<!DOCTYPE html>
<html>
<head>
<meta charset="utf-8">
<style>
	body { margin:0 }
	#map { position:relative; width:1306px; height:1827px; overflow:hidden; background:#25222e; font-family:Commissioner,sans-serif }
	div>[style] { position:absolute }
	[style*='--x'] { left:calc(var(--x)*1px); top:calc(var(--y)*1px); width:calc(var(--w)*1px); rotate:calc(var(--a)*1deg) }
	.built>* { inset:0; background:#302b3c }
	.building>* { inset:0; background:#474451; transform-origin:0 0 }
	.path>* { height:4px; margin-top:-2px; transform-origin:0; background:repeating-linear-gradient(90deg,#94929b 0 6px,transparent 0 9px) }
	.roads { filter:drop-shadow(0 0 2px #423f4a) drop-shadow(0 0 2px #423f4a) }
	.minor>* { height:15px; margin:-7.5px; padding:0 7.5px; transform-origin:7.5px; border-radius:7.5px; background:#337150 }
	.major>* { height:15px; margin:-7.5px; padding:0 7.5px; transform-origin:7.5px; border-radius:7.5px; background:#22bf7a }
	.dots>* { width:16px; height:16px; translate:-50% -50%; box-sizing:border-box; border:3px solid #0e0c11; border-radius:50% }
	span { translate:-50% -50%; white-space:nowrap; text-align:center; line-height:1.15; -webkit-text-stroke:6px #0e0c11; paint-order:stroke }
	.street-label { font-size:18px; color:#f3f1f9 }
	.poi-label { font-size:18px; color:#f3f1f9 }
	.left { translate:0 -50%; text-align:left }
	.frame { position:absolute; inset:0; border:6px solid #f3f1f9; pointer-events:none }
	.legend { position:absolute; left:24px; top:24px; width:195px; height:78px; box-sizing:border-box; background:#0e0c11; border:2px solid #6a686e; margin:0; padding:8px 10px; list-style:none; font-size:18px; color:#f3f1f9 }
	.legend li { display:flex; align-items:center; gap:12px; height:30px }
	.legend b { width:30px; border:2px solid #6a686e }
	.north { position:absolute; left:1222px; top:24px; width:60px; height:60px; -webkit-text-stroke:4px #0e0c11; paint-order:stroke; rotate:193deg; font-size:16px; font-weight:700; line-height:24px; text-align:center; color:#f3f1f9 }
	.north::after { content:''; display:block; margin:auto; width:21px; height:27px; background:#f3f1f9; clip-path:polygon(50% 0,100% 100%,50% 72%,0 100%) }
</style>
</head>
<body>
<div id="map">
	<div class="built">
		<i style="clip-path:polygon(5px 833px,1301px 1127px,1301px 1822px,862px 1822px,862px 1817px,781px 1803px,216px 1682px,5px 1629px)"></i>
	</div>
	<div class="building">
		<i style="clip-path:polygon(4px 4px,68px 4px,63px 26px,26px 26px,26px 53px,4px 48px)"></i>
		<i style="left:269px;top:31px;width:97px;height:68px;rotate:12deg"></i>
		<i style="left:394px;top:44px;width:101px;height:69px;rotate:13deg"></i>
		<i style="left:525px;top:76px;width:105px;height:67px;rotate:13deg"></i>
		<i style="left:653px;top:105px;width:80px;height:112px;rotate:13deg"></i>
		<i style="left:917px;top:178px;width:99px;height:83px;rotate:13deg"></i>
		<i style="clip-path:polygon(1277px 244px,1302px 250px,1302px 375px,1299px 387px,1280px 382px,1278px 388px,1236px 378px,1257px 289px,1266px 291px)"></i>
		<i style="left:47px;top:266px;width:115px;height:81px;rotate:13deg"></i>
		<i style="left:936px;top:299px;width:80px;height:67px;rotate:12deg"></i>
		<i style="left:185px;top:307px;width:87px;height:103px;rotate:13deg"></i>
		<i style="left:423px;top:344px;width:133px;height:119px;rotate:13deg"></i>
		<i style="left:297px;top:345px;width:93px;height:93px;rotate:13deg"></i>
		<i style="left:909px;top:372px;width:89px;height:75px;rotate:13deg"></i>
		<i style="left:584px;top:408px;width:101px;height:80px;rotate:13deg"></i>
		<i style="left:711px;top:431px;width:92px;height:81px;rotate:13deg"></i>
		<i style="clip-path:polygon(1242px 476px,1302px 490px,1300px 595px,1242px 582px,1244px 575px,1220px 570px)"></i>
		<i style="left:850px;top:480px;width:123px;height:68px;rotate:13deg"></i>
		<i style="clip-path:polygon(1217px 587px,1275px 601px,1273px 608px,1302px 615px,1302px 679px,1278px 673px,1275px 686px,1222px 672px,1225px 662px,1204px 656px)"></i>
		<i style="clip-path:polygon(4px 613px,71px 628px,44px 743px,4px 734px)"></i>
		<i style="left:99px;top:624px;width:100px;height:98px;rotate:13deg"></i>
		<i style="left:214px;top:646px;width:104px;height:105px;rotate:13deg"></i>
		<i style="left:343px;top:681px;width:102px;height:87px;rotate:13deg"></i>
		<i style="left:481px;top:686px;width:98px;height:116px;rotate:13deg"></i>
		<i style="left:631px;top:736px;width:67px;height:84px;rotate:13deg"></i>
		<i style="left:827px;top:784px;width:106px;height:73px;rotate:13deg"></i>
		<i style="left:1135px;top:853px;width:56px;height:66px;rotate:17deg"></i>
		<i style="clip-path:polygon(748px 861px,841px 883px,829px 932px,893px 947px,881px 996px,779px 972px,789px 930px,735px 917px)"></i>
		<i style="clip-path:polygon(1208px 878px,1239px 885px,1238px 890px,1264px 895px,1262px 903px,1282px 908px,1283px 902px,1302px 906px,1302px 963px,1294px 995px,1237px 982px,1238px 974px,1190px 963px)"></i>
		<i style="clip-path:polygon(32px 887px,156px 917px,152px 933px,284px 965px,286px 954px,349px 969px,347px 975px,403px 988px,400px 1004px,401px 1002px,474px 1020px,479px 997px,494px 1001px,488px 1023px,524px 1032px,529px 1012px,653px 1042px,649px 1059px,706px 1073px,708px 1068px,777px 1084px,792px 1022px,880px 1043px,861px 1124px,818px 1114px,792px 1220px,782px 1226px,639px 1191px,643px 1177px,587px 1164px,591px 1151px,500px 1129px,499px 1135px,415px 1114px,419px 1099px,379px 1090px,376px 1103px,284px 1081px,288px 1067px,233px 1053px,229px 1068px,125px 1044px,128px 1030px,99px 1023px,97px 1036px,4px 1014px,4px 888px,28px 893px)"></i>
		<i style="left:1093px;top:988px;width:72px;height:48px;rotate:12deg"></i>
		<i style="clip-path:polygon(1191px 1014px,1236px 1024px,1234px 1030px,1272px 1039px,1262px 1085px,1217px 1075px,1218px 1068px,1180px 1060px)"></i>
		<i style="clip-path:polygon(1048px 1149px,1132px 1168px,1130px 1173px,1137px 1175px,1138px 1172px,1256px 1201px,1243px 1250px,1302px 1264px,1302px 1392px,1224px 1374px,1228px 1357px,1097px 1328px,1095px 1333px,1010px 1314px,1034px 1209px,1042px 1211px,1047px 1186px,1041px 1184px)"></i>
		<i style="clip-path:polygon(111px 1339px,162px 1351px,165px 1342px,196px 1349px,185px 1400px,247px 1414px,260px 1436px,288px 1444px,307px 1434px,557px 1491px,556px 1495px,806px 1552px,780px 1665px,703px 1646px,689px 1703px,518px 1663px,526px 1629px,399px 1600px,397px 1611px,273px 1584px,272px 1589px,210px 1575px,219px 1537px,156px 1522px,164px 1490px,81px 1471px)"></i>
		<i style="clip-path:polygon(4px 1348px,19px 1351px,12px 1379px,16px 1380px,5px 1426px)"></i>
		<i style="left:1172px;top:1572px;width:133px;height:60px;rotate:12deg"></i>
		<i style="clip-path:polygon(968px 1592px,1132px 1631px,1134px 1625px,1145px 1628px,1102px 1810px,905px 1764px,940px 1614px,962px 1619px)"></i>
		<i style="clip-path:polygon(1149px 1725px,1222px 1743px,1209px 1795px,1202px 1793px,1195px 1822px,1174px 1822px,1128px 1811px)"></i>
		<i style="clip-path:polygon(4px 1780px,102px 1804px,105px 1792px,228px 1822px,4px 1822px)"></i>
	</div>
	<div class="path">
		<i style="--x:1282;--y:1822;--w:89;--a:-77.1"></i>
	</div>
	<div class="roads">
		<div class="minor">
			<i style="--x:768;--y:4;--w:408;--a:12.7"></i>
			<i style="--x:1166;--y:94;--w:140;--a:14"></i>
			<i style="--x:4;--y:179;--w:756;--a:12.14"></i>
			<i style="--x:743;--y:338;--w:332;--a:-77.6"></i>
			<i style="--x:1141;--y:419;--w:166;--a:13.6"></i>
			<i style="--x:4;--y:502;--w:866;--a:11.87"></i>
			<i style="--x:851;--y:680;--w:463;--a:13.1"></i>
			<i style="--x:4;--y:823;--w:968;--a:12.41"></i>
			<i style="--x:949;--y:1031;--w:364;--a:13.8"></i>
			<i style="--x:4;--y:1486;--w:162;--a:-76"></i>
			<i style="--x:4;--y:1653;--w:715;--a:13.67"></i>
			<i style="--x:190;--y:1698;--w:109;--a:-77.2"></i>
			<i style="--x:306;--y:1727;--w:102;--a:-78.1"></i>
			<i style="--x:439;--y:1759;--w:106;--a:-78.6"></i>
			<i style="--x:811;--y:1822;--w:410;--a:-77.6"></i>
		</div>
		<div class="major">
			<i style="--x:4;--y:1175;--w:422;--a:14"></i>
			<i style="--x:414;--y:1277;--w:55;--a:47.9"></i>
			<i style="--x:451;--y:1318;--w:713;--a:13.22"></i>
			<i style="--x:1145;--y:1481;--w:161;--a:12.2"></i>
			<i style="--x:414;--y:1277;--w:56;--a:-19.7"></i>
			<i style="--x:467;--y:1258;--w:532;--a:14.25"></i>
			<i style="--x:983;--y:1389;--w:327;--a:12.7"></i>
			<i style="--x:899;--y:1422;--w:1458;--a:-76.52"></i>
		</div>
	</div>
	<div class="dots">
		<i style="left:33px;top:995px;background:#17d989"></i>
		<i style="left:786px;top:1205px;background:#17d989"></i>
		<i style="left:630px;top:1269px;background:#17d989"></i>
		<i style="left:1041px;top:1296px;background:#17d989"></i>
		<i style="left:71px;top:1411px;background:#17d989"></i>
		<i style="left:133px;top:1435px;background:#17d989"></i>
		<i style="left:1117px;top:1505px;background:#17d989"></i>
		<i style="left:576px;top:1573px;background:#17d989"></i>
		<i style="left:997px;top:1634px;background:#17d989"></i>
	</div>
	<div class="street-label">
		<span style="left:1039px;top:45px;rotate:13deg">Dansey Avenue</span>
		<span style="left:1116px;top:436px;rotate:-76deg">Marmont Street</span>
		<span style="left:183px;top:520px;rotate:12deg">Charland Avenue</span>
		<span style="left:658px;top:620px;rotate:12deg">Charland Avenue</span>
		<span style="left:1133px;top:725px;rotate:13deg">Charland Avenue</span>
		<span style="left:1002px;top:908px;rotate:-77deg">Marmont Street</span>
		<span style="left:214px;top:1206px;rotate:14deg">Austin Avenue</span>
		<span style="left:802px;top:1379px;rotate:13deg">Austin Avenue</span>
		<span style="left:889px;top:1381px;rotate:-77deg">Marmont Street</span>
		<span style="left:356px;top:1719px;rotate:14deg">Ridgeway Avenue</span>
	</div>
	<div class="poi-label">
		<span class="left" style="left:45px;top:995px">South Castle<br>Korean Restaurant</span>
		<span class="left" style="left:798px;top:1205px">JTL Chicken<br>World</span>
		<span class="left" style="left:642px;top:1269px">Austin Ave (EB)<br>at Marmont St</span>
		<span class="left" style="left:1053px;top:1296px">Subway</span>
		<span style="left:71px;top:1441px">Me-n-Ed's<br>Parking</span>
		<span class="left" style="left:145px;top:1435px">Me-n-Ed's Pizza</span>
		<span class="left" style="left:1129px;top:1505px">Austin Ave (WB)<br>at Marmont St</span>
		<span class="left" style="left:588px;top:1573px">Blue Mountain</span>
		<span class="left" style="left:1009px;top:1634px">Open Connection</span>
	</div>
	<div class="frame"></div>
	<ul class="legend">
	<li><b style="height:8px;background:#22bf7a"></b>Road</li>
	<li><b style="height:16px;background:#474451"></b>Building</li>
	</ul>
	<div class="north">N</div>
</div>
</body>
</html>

_ _ _

**DIRECTIONS FOR THIS TASK:** Give back every line from the beginning of the records through the line holding "height:4px; margin-top:-2px; transform-origin:0;", exactly as it reads, and leave out the rest.

**YOUR RESPONSE:**
<!DOCTYPE html>
<html>
<head>
<meta charset="utf-8">
<style>
	body { margin:0 }
	#map { position:relative; width:1306px; height:1827px; overflow:hidden; background:#25222e; font-family:Commissioner,sans-serif }
	div>[style] { position:absolute }
	[style*='--x'] { left:calc(var(--x)*1px); top:calc(var(--y)*1px); width:calc(var(--w)*1px); rotate:calc(var(--a)*1deg) }
	.built>* { inset:0; background:#302b3c }
	.building>* { inset:0; background:#474451; transform-origin:0 0 }
	.path>* { height:4px; margin-top:-2px; transform-origin:0; background:repeating-linear-gradient(90deg,#94929b 0 6px,transparent 0 9px) }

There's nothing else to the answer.